Se a nossa vida é uma travessia marcada por ventos contrários, companhias inesperadas, perdas necessárias e esperanças testadas, em quem confiamos quando o sol e as estrelas desaparecem por muitos dias?
Se nossa fé fosse provada hoje, seria vista como dependente da ajuda de Deus ou da nossa própria força?
Se a verdadeira vida nasce dessa confiança pessoal em Jesus, que outro caminho poderia conduzir à herança eterna ?
Se cremos que Deus criou todas as coisas do nada, por que considerar impossível que Ele restaure aquilo que já criou?
Quantas vezes a verdade nos convence, mas não nos converte, como aconteceu com Agripa?
De que vale toda a pompa, poder e reconhecimento humano, se falta ao homem o discernimento espiritual para reconhecer que Cristo vive?
Quando a verdade nos expõe ao risco, escolhemos o caminho mais seguro ou a coragem de viver segundo a consciência diante de Deus?
De que adianta defender a religião com palavras, se negamos a justiça, a verdade e a misericórdia quando elas nos confrontam?

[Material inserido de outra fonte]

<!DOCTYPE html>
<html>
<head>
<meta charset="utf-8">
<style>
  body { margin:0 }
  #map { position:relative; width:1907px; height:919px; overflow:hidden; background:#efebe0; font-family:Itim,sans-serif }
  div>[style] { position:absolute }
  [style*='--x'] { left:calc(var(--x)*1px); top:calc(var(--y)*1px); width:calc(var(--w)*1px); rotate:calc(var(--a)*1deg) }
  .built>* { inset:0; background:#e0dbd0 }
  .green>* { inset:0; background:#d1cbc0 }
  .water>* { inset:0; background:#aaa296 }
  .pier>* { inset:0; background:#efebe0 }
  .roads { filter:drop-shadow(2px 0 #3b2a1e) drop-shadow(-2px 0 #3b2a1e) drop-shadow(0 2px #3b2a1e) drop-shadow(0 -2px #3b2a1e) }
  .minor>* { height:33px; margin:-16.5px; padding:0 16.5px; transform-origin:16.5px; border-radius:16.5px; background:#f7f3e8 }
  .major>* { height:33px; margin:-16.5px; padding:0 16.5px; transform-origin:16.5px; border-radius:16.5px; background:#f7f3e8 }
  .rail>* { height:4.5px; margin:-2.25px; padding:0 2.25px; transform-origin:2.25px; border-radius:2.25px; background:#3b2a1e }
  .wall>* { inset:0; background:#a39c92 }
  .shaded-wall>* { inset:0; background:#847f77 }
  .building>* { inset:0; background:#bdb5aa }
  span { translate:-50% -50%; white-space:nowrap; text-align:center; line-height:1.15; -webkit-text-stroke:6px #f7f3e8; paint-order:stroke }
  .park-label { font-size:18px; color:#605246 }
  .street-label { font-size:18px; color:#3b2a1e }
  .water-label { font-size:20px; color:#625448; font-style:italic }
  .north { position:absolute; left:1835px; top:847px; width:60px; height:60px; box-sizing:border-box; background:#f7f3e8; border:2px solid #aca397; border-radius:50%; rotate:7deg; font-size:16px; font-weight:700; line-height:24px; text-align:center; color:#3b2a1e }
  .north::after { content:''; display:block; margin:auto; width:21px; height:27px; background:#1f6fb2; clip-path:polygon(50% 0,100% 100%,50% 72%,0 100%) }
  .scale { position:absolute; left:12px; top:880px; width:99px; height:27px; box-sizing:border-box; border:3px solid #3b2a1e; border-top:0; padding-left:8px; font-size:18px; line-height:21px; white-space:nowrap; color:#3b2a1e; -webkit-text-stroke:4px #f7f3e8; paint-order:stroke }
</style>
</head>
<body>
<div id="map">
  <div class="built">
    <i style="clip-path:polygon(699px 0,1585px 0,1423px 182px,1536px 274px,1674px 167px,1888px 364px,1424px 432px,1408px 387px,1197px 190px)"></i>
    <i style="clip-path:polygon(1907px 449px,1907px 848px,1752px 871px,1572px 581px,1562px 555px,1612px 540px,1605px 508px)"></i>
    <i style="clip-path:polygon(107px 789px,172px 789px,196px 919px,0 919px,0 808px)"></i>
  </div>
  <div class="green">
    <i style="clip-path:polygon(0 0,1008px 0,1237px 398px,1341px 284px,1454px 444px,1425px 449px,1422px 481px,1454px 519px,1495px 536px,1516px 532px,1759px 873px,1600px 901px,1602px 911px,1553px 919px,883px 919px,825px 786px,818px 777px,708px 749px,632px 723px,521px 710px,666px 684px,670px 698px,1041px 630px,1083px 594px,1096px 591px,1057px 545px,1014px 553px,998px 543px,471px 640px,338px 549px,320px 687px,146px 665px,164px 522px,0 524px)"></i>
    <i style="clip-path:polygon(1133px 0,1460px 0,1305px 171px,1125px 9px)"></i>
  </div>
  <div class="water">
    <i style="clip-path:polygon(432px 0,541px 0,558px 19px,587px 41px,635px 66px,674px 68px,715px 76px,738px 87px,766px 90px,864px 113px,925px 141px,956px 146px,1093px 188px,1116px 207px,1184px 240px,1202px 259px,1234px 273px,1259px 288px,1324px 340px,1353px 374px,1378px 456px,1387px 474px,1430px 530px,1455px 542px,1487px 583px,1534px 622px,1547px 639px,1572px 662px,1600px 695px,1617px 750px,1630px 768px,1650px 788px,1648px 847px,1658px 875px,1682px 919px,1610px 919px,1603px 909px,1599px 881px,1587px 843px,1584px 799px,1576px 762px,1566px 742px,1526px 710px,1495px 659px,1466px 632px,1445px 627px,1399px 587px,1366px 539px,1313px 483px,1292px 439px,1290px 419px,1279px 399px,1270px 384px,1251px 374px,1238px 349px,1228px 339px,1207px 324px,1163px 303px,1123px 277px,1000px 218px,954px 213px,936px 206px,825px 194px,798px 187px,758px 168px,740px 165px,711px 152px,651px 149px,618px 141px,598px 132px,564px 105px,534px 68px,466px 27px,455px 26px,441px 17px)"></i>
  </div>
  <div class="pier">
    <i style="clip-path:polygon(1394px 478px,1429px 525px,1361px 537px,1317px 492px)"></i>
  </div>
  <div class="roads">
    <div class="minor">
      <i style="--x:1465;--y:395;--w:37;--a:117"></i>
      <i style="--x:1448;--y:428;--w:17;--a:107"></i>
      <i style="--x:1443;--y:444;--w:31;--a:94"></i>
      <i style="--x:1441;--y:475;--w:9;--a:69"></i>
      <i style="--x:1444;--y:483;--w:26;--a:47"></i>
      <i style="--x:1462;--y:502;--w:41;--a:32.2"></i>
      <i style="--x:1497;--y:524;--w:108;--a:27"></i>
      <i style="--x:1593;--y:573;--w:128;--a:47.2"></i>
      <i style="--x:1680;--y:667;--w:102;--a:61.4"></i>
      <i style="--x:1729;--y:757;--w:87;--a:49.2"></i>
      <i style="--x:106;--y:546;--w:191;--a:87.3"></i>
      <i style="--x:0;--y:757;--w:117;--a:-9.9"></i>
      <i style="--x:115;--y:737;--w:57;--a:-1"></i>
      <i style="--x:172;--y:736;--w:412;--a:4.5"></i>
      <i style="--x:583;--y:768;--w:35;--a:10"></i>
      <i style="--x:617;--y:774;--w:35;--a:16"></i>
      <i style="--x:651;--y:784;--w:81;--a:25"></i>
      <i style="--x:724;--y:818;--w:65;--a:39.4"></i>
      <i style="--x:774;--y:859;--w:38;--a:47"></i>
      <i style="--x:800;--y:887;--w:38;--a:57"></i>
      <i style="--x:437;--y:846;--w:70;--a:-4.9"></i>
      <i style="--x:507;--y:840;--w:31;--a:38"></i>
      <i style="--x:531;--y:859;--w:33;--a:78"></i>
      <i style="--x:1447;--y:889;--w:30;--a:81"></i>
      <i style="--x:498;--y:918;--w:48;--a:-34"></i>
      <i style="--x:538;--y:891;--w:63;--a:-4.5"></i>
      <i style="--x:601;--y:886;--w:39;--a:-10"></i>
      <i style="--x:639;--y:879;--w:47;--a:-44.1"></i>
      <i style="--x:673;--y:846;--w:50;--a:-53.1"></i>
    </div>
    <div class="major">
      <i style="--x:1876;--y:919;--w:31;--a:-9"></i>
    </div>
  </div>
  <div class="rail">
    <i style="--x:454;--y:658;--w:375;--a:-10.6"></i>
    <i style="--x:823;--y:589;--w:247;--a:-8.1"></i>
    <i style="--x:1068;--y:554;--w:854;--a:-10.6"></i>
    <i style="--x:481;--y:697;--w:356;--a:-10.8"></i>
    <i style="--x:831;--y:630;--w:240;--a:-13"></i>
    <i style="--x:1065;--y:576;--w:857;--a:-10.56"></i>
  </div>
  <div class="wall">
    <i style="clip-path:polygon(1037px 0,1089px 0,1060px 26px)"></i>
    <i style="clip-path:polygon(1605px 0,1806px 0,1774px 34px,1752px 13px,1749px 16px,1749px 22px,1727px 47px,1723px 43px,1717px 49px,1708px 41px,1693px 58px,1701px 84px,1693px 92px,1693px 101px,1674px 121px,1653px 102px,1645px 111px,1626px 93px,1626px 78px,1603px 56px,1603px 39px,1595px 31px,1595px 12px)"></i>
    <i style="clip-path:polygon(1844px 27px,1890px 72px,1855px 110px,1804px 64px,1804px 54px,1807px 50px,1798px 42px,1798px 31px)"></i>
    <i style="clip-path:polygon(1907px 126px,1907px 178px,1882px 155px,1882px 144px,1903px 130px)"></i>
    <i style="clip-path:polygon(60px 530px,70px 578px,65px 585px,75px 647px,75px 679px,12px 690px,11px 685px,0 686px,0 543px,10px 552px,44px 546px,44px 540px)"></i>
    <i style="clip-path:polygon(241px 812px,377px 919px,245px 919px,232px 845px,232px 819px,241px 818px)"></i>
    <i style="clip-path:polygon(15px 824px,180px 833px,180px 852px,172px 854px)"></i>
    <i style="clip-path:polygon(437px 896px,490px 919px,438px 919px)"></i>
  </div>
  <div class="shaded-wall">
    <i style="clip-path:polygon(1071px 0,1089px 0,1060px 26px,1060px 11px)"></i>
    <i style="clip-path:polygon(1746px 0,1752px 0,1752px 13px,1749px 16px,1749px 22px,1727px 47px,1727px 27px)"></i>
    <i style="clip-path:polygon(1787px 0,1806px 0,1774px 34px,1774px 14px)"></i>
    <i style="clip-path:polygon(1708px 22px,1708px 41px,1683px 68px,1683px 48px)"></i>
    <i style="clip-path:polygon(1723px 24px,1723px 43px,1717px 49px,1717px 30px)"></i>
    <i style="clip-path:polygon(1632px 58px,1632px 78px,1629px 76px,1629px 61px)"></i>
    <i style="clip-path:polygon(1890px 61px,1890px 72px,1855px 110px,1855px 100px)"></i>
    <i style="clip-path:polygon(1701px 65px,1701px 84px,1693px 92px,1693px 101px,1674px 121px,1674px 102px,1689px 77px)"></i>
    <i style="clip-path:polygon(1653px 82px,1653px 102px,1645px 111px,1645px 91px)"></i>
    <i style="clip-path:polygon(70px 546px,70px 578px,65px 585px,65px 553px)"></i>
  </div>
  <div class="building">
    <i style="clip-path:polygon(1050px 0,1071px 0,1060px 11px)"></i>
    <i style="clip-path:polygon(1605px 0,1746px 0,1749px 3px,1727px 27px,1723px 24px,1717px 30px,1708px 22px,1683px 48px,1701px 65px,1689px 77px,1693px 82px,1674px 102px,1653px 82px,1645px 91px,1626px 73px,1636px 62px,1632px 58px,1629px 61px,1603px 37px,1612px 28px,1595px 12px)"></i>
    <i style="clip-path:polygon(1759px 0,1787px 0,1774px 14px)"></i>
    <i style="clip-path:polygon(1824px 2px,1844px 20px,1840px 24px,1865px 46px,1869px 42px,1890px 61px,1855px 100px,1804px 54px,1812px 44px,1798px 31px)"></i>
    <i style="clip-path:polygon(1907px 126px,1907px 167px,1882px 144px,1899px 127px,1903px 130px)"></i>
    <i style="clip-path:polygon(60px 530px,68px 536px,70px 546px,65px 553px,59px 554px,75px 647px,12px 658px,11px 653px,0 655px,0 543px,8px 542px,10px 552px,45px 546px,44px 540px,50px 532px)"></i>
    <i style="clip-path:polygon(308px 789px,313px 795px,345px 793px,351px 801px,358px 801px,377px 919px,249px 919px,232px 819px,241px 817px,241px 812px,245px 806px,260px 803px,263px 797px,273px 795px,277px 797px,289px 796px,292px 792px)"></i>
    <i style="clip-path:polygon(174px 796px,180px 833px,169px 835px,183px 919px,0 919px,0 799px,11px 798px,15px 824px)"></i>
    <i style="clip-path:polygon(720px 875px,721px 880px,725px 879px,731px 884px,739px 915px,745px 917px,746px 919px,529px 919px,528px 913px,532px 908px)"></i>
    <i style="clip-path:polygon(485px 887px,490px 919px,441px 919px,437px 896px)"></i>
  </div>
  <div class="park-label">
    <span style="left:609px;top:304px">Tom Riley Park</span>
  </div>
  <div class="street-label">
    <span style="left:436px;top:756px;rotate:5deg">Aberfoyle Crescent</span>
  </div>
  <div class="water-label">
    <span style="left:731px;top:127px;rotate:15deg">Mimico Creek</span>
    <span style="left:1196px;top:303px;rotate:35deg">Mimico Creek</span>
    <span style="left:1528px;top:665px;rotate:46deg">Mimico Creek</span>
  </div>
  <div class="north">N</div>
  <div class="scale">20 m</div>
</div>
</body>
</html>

De que adianta amar o som suave do evangelho, se o coração se recusa a obedecer ao chamado urgente do arrependimento hoje?
Se cremos na ressurreição, como viver sem cuidar da consciência diante de Deus e dos homens?
Se Paulo adorava o mesmo Deus, cria na mesma Lei e nos mesmos Profetas, em que sentido o Caminho poderia ser chamado de heresia?
De que vale a eloquência da malícia diante da verdade sustentada por Deus?
Se o próprio Cristo se colocou ao lado de Paulo na noite escura, por que duvidamos de Sua presença nos nossos momentos de cansaço e medo?
E se a ressurreição dos mortos é a esperança que sustenta os vivos, como caminhar sem que essa certeza ilumine cada passo da nossa vida presente?
E que título humano pode se comparar ao privilégio eterno de ser chamado filho de Deus?
De que serve dirigir palavras à multidão que só se move pelo impulso da emoção?
Se Paulo precisou provar a sinceridade da sua fé, por que nós seríamos poupados disso?
Quantas vezes o preconceito é tão alto que abafa até a verdade mais bem explicada?
Como pode um coração movido pela fé transformar-se em uma arma de violência contra o próprio propósito de Deus?
Se Paulo abriu mão de seus próprios direitos para não ferir os fracos e preservar a unidade da Igreja, como poderíamos nós insistir em preferências pessoais ao custo do amor?